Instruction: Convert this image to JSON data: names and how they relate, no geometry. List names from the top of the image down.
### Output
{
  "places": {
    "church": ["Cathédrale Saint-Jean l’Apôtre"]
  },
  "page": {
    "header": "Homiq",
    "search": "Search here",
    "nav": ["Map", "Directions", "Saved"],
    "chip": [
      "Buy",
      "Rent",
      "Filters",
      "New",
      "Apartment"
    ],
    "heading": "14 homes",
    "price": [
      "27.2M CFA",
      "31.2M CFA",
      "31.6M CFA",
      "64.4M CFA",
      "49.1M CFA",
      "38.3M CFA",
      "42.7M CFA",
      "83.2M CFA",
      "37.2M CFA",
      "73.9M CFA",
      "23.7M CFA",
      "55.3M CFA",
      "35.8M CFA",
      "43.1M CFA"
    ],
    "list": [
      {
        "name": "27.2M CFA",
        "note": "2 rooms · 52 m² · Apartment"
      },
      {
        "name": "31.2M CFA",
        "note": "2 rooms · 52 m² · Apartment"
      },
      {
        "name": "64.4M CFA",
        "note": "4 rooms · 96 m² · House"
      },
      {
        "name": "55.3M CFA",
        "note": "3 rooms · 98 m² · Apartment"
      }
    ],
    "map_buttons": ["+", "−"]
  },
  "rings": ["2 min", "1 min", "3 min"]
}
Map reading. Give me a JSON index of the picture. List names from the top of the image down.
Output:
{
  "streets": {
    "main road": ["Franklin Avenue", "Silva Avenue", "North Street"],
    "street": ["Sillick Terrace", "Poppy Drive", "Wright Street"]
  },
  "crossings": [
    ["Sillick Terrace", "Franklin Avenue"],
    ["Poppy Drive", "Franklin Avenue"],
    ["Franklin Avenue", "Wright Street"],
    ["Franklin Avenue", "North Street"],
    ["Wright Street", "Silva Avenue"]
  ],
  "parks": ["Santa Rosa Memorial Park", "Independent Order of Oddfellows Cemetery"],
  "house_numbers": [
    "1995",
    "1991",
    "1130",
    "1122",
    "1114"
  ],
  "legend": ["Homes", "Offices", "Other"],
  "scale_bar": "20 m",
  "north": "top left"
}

**Brief**:
Please report every line of the listing that contains the string "Poppy".

**Task answer**:
    "street": ["Sillick Terrace", "Poppy Drive", "Wright Street"]
    ["Poppy Drive", "Franklin Avenue"],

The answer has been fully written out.